Washington Monthly, Oct, 1989 by Jason DeParle, Liza Mundy, John Heilemann

The cure is the core--the core curriculum, that is--a few carefully designed courses that all students must take and that ground them in the world's great books, events, and ideas. The goal is to cut across the narrow boundaries of academic departments, and lay the foundation for a student's later, more specialized study. While definitions of what to include will of course vary--Milton may be in on one list, out on another--still the result will almost certainly be impressive, and infinitely better than the anything-goes philosophy of the distribution requirement.

At Columbia, for instance, every incoming freshman must take the school's vaunted year-long course in Contemporary Civilization. Its reading list includes Plato, Aristotle, Augustine, Machiavelli, Hobbes, Locke, Rousseau, Adam Smith, J.S. Mill, Marx, Nietzsche, and Freud, among others. Every student must take Literature Humanities, which includes Homer, Aeschylus, Plato, Aristotle, Virgil, the Bible, Dante, Montaigne, Shakespeare, Cervantes, Goethe, Jane Austen, and Dostoevsky. Similar courses cover the great traditions in art, music, and the natural sciences. Everyone may have their pet omission: Where's Aquinas? The Brontes? But what a striking difference there is between Columbia's promise of broad spectrums and those at U.Va. and B.U. It's not that Columbia students can't go on later to study New England poets; it's that they can't graduate by studying only New England poets.

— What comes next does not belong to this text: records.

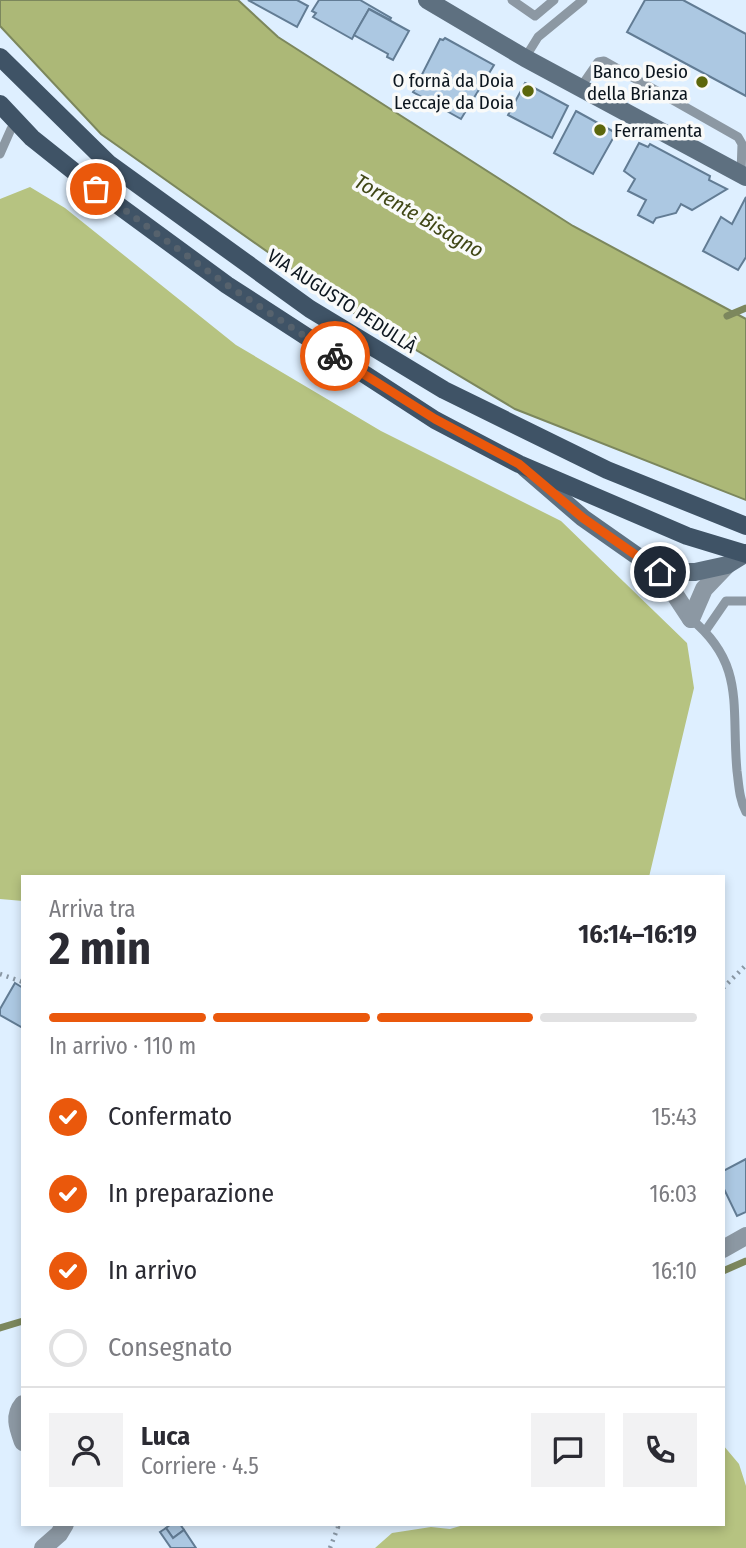 <!DOCTYPE html>
<html lang="it">
<head>
<meta charset="utf-8">
<style>
  :root { --surface:#fff; --page:#f2f2f3; --text:#2b2b33; --muted:#7c7c81; --line:#e1e1e2; --accent:#ea580c }
  body { margin:0; font-family:"Fira Sans Condensed",sans-serif; background:var(--page); color:var(--text); height:100vh; display:flex; flex-direction:column; font-size:26px; white-space:nowrap }
  * { box-sizing:border-box; margin:0 }
  p { font-size:23px; color:var(--muted) }
  .icon { flex:none; width:38px; height:38px; fill:none; stroke:currentColor; stroke-width:2; stroke-linecap:round; stroke-linejoin:round }
  .map { position:relative; flex:1; overflow:hidden }
  .sheet { position:absolute; left:21px; top:875px; width:704px; height:651px; display:flex; flex-direction:column; background:var(--surface); border-radius:0px; box-shadow:0 4px 10px #0003 }
  .sheet>* { flex:none }
  .pin { position:absolute; display:grid; place-items:center; width:60px; height:60px; color:#fff; margin:-30px; border:4px solid #fff; border-radius:50%; box-shadow:0 2px 7px #0007 }
  .courier { position:absolute; display:grid; place-items:center; width:70px; height:70px; margin:-35px; border:5px solid #ea580c; border-radius:50%; background:#fff; color:#222; box-shadow:0 2px 9px #0007 }
  .summary em { font-style:normal; font-weight:700 }
  .summary div { display:flex; flex-direction:column-reverse }
  .summary { display:flex; align-items:center; justify-content:space-between; height:119px; padding:0 28px }
  h1 { font-size:46px; font-weight:700; line-height:52px }
  .bar { display:grid; grid-template-columns:repeat(4,1fr); gap:10px 7px; align-content:center; height:84px; padding:0 28px }
  .bar i { height:9px; border-radius:5px; background:var(--line) }
  .bar .current { background:var(--accent) }
  .bar p { grid-column:span 4 }
  .line { display:flex; align-items:center; gap:18px; padding:0 28px; border-top:2px solid var(--line) }
  .line div { flex:1 }
  .round { display:grid; place-items:center; flex:none; width:74px; height:74px; border-radius:0px; background:var(--page) }
  ol { padding:0 28px; list-style:none }
  li { display:flex; align-items:center; gap:21px; height:77px }
  li p { margin-inline-start:auto }
  li .icon { padding:7px; border-radius:50%; background:var(--accent); color:#fff; stroke-width:4 }
  li:last-child { color:var(--muted) }
  li i { width:38px; height:38px; border:4px solid var(--line); border-radius:50% }
  .map>svg:first-child { display:block }
</style>
</head>
<body>
<div class="map">
<svg width="746" height="1548" viewBox="0 0 746 1548">
  <rect width="100%" height="100%" fill="#deefff"/>
  <g fill="#b6c381">
    <polygon points="30,187 65,208 236,345 381,431 561,521 687,643 694,688 649,877 23,877 23,901 0,899 0,199"/>
    <polygon points="723,1445 739,1464 746,1486 746,1548 375,1548 392,1533 431,1527 450,1529 467,1524 723,1524"/>
  </g>
  <polygon fill="#acb877" stroke="#7c875d" stroke-width="2" points="0,0 238,0 278,37 573,226 746,319 746,500 515,409 354,313 101,134 0,26"/>
  <g fill="none" stroke-linecap="round" stroke-linejoin="round">
    <g stroke="#7c875d" stroke-width="7">
      <polyline points="727,316 746,308"/>
      <polyline points="723,1271 746,1261"/>
      <polyline points="0,1328 23,1321"/>
    </g>
  </g>
  <g fill="#acc8e2" stroke="#627c94" stroke-width="2">
    <polygon points="248,0 297,0 308,6 297,27"/>
    <polygon points="319,0 360,0 391,18 390,20 369,9 352,39 313,17 316,13 312,11"/>
    <polygon points="645,0 683,0 746,34 746,96 627,32"/>
    <polygon points="369,9 409,31 393,60 387,57 388,54 354,35"/>
    <polygon points="445,38 494,65 461,119 413,92 440,39 443,40"/>
    <polygon points="525,83 568,106 552,138 508,115"/>
    <polygon points="576,111 616,133 593,174 554,153"/>
    <polygon points="639,143 648,147 650,144 710,176 709,180 727,189 692,210 681,204 676,213 656,218 653,223 638,215 646,200 628,191 635,179 624,171"/>
    <polygon points="746,197 746,257 738,270 703,251 721,217 732,224"/>
    <polygon points="15,983 23,988 23,1028 0,1015 0,1009"/>
    <polygon points="746,1159 746,1212 737,1216 723,1187 723,1171"/>
    <polygon points="171,1524 180,1524 184,1530 173,1538 166,1528"/>
    <polygon points="166,1528 173,1538 184,1530 196,1548 171,1548 160,1532"/>
  </g>
  <g fill="none" stroke-linecap="round" stroke-linejoin="round">
    <g stroke="#8997a4" stroke-width="4.5" stroke-dasharray="2 5" stroke-linecap="butt">
      <polyline points="0,974 23,982"/>
      <polyline points="723,988 746,965"/>
      <polyline points="330,1548 338,1527 335,1524"/>
    </g>
    <g stroke="#8c98a3" stroke-width="9">
      <polyline points="512,0 535,16 554,0"/>
      <polyline points="525,58 538,37 583,0"/>
      <polyline points="580,88 598,62 604,61 738,137 742,144 741,174"/>
      <polyline points="0,154 11,129"/>
      <path d="M691 619C746 664 731 707 737 771 739 786 739 798 746 812"/>
      <polyline points="706,630 726,601 746,601"/>
    </g>
    <g stroke="#8c98a3" stroke-width="18">
      <polyline points="660,572 691,619"/>
      <polyline points="691,619 704,589 727,565"/>
      <polyline points="723,1249 746,1236"/>
      <path d="M23 1404C13 1416 18 1428 23 1442"/>
      <polyline points="43,1548 59,1534 65,1524"/>
    </g>
    <g stroke="#5e7080" stroke-width="18">
      <polyline points="427,0 525,58 746,177"/>
      <polyline points="525,468 583,518 660,572 695,572 727,565 746,553"/>
    </g>
    <g stroke="#3f5366" stroke-width="18">
      <polyline points="0,57 108,163 310,309 444,390 607,470 746,526"/>
      <polyline points="0,104 32,138 96,189 227,285 435,420 519,464 687,536 746,554"/>
    </g>
  </g>
  <g fill="none" stroke-linecap="round" stroke-linejoin="round">
    <polyline stroke="#56626d" stroke-width="7" stroke-dasharray="0 12.6" points="96,189 227,285 335,356"/>
    <polyline stroke="#ea580c" stroke-width="9" points="335,356 435,419 519,464 583,518 660,572"/>
  </g>
  <g fill="#5c670c" stroke="#f9faf9" stroke-width="2.5">
    <circle cx="702" cy="82" r="7"/>
    <circle cx="528" cy="91" r="7"/>
    <circle cx="600" cy="130" r="7"/>
  </g>
  <g text-anchor="middle" dominant-baseline="central" stroke-width="7" stroke-linejoin="round" paint-order="stroke">
    <g font-size="19" fill="#0c161f" stroke="#f9faf9" text-anchor="end">
      <text x="688" y="71">Banco Desio<tspan x="688" dy="22">della Brianza</tspan></text>
      <text x="514" y="80">O fornà da Doia<tspan x="514" dy="22">Leccaje da Doia</tspan></text>
      <text x="614" y="130" text-anchor="start">Ferramenta</text>
    </g>
    <g font-size="19" fill="#0c161f" stroke="#f9faf9">
      <text transform="translate(342 301) rotate(33)">VIA AUGUSTO PEDULLÀ</text>
    </g>
    <g font-size="21" font-style="italic" fill="#404716" stroke="#f9faf9">
      <text transform="translate(419 216) rotate(30)">Torrente Bisagno</text>
    </g>
  </g>
</svg>
<div class="pin" style="left:96px;top:189px;background:#ea580c"><svg class="icon" aria-label="bag" viewBox="0 0 24 24"><path d="M5 8h14l-1 12H6zM9 8a3 3 0 0 1 6 0"/></svg></div>
<div class="pin" style="left:660px;top:572px;background:#1f2937"><svg class="icon" aria-label="home" viewBox="0 0 24 24"><path d="M3 11l9-7 9 7M6 9v11h12V9"/></svg></div>
<div class="courier" style="left:335px;top:356px"><svg class="icon" aria-label="bike" viewBox="0 0 24 24"><circle cx="6" cy="16" r="4"/><circle cx="18" cy="16" r="4"/><path d="M6 16l4-8h5l3 8M10 8l3 8H6M13 5h3"/></svg></div>
<section class="sheet">
<div class="summary"><div><h1>2 min</h1><p>Arriva tra</p></div><em>16:14–16:19</em></div>
<div class="bar"><i class="current"></i><i class="current"></i><i class="current"></i><i></i><p>In arrivo · 110 m</p></div>
<ol>
<li><svg class="icon" aria-label="check" viewBox="0 0 24 24"><path d="M5 12l5 5 9-10"/></svg>Confermato<p>15:43</p></li>
<li><svg class="icon" aria-label="check" viewBox="0 0 24 24"><path d="M5 12l5 5 9-10"/></svg>In preparazione<p>16:03</p></li>
<li><svg class="icon" aria-label="check" viewBox="0 0 24 24"><path d="M5 12l5 5 9-10"/></svg>In arrivo<p>16:10</p></li>
<li><i></i>Consegnato</li>
</ol>
<div class="line" style="height:126px"><a class="round"><svg class="icon" aria-label="person" viewBox="0 0 24 24"><circle cx="12" cy="8" r="4"/><path d="M4 21q1-7 8-7t8 7"/></svg></a><div><b>Luca</b><p>Corriere · 4.5</p></div><a class="round"><svg class="icon" aria-label="chat" viewBox="0 0 24 24"><path d="M4 5h16v11H9l-5 4z"/></svg></a><a class="round"><svg class="icon" aria-label="phone" viewBox="0 0 24 24"><path d="M5 4h4l2 5-3 2q2 4 5 5l2-3 5 2v4C11 20 4 13 5 4z"/></svg></a></div>
</section>
</div>
</body>
</html>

Yet only a handful of American universities are built upon a true core, while hundreds, ranging from Harvard and Yale down to the average state university, let their students settle for the hit-and-missness of distribution requirements. It's, as a parent paying through the nose to educate your children, this makes you angry--it should. The reasons for it lie in the bureaucratic incentives of the modern university, where power over the curriculum is lodged in academic departments more concerned with their own interests than with those of their students. To the department chair, distribution requirements mean guaranteed students, and guaranteed students mean money and power. If, as a parent who-s bought this academic ruse, this makes you livid--well, it should. It is, finally, a form of contempt toward your kids.

In fact, whether you have kids or not, there's a good chance that you, gentle reader, wasted much of your own college time in similar fashion, mastering the Beats but knowing nothing of Aeschylus or Augustine, Byron or Burke. And if that leaves you feeling pissed at your alma mater--it should.

Harvard's core lite

Fortunately, the absurdities of college curricula have drawn an increasing amount of fire in recent years. Unfortunately, it's almost exclusively card-carrying conservatives who are aiming the gun. William Bennett made curriculum reform a favorite bully pulpit subject during his tenure as education secretary. Allan Bloom's attack, The Closing of the American Mind, earned him a nationwide best seller. So did that of E.D. Hirsch. What's unfortunate is that while the conservtive reformers have diagnosed the ailment correctly--curricula diluta--they've tended to offer a suspiciously narrow cure: a canon composed almost exclusively of Western, and male, influences. Liberals have responded by dismissing the idea of a core altogether--ceding leadership to the Right--rather than working to institute their own core, one that preserves greatness as the standard but doesn't stop at William Bennett's borders.